The bitching about stop signs is more of this jeaslousy -- even though cars doing Hollywood stops are frequently going faster than I am when rolling thru a sign.

Andy Moss 9.5 said:

I had to drive to work today.  As I was sitting in a line of 20 other cars waiting to get through a stoplight on Lake, two cars passed on the right at high speed in a cloud of dust in the bike lane.  Two cycles of the stoplight later, I was still not through the intersection, and a cyclist gently passed the line of cars.  Even though I do know her and could not see her face, that cyclist was obviously feeling extremely smug and entitled.  She's the reason I am stuck waiting here!

There's a lot of truth in that.  I've had mutiple experiences with motorists raging at me while I was riding in a straight line in a bike path, having apparently offended them by not being stuck in traffic and, therefore, proceeding faster than their many-horsepowered vehicle.  I'm such a jerk!

Anyone know whats going on at Clark lately? Between Southport and Lawrence it is bumper to bumper traffic at evening rush hour. i can't help but having a big grin on my face when i pass them all on my bike.
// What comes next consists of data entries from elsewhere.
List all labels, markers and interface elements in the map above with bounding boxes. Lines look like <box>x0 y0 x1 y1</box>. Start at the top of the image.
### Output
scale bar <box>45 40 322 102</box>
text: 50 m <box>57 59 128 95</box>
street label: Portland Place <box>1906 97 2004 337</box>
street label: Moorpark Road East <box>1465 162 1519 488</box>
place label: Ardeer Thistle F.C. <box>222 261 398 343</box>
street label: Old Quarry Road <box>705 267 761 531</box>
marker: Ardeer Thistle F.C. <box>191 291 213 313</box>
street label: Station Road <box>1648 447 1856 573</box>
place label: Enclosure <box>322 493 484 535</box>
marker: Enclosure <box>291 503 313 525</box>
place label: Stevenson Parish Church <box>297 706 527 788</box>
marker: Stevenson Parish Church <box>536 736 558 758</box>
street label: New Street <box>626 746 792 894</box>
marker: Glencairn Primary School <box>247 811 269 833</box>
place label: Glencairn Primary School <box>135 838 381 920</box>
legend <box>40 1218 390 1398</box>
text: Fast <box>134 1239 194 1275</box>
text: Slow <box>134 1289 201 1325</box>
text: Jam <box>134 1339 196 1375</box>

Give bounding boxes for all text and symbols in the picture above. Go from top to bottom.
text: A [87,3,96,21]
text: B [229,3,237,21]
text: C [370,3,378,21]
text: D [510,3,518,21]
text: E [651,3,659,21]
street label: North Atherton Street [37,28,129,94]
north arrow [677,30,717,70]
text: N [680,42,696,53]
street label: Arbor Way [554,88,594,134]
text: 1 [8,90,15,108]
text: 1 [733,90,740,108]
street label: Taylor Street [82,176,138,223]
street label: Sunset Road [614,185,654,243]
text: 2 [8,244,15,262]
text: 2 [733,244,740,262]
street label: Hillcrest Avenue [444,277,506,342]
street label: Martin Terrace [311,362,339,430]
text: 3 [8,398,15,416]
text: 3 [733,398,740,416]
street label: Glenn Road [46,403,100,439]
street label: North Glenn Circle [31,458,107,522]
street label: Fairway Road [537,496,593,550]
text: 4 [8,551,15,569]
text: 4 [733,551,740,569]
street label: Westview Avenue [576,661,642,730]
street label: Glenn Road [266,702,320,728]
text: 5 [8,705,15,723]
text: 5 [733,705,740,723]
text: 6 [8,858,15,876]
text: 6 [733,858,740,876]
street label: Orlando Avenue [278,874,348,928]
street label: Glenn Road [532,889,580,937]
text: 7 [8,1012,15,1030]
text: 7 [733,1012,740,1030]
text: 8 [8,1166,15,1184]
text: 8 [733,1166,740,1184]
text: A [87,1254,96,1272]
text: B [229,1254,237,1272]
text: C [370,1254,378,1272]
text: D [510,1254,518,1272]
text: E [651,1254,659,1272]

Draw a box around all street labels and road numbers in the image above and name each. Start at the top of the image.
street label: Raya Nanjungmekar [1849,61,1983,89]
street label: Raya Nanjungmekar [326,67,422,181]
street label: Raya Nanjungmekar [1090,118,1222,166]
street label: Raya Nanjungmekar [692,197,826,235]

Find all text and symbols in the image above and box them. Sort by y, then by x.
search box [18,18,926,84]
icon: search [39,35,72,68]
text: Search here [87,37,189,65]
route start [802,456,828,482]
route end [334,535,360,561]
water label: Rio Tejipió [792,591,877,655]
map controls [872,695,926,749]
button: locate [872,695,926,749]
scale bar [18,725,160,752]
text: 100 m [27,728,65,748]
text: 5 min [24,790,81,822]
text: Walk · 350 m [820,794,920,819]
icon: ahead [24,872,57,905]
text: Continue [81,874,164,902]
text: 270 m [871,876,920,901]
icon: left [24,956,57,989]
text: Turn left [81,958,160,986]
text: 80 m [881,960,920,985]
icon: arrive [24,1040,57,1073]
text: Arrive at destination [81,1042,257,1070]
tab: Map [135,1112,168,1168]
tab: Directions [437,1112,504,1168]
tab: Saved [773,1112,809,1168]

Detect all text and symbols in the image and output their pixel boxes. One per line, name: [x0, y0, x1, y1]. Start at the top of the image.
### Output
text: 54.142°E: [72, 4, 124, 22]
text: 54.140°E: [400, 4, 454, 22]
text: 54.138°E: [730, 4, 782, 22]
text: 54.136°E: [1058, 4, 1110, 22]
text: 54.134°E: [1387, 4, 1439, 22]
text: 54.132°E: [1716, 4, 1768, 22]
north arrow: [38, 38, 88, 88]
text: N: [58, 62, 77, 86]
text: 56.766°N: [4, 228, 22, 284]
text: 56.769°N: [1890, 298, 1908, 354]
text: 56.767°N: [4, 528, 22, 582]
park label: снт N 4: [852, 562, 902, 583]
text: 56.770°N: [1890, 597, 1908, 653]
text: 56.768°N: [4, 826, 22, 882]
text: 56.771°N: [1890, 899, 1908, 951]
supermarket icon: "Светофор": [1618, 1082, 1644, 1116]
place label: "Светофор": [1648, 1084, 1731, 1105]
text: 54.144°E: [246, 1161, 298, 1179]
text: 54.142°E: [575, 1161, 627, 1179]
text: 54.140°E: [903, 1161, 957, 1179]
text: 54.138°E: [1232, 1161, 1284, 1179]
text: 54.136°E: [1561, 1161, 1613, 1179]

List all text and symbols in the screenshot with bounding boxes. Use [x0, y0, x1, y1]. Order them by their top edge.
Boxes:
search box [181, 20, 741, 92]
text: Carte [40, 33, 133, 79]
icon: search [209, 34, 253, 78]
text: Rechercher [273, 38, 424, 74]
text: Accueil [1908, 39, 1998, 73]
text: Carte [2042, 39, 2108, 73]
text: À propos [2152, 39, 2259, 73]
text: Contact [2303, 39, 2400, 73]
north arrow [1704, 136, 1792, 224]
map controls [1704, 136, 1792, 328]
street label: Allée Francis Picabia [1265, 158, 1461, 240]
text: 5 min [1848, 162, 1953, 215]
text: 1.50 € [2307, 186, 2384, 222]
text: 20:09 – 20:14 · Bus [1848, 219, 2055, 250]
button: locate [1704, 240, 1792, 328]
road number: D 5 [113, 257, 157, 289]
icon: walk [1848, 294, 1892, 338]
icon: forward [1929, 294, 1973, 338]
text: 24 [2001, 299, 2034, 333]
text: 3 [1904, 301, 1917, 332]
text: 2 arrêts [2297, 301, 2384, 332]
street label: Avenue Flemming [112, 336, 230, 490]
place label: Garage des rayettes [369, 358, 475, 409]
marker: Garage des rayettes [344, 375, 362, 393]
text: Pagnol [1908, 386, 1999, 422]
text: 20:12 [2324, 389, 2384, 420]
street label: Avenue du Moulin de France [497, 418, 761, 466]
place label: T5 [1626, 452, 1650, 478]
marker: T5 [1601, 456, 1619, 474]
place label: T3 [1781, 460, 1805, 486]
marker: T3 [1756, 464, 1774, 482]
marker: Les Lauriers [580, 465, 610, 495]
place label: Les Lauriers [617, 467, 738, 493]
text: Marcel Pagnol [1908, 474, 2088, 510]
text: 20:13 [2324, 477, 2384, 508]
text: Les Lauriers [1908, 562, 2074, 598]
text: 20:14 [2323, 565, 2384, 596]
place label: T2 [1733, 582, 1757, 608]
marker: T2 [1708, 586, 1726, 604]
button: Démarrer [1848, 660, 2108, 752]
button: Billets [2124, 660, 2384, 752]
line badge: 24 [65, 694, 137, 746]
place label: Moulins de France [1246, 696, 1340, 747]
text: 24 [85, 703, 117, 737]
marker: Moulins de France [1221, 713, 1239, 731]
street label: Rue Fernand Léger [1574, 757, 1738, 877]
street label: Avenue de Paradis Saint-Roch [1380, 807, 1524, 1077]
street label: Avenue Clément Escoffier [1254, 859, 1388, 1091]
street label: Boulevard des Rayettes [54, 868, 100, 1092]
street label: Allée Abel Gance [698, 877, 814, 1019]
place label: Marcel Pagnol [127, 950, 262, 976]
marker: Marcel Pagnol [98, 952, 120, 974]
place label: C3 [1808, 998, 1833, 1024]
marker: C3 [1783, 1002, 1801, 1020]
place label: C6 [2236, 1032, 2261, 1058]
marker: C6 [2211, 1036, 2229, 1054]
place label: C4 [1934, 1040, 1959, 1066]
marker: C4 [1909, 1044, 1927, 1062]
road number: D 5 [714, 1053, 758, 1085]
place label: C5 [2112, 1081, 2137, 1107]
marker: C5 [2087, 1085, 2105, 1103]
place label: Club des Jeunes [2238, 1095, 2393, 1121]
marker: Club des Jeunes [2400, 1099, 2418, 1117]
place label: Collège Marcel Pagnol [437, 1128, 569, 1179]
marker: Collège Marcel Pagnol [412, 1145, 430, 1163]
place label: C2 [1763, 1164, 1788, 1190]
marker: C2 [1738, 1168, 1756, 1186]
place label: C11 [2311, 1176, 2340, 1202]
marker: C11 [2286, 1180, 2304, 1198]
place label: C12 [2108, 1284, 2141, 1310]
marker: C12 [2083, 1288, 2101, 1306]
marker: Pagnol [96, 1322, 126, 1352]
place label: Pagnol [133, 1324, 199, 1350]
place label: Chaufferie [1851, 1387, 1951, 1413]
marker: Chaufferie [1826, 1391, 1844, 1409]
I sometimes just sing aloud to annoy them even more.
It makes me feel unbearably smug...

Andy Moss 9.5 said:

I had to drive to work today.  As I was sitting in a line of 20 other cars waiting to get through a stoplight on Lake, two cars passed on the right at high speed in a cloud of dust in the bike lane.  Two cycles of the stoplight later, I was still not through the intersection, and a cyclist gently passed the line of cars.  Even though I do know her and could not see her face, that cyclist was obviously feeling extremely smug and entitled.  She's the reason I am stuck waiting here!

To me, banning bicycles would probably have similar results to banning beer in Milwaukee.  All that was accomplished by the latter was making Al Capone rich.

Would we then have to get our ride jollies at rolleasies?

Barry Niel Stuart said:

To me, banning bicycles would probably have similar results to banning beer in Milwaukee.  All that was accomplished by the latter was making Al Capone rich.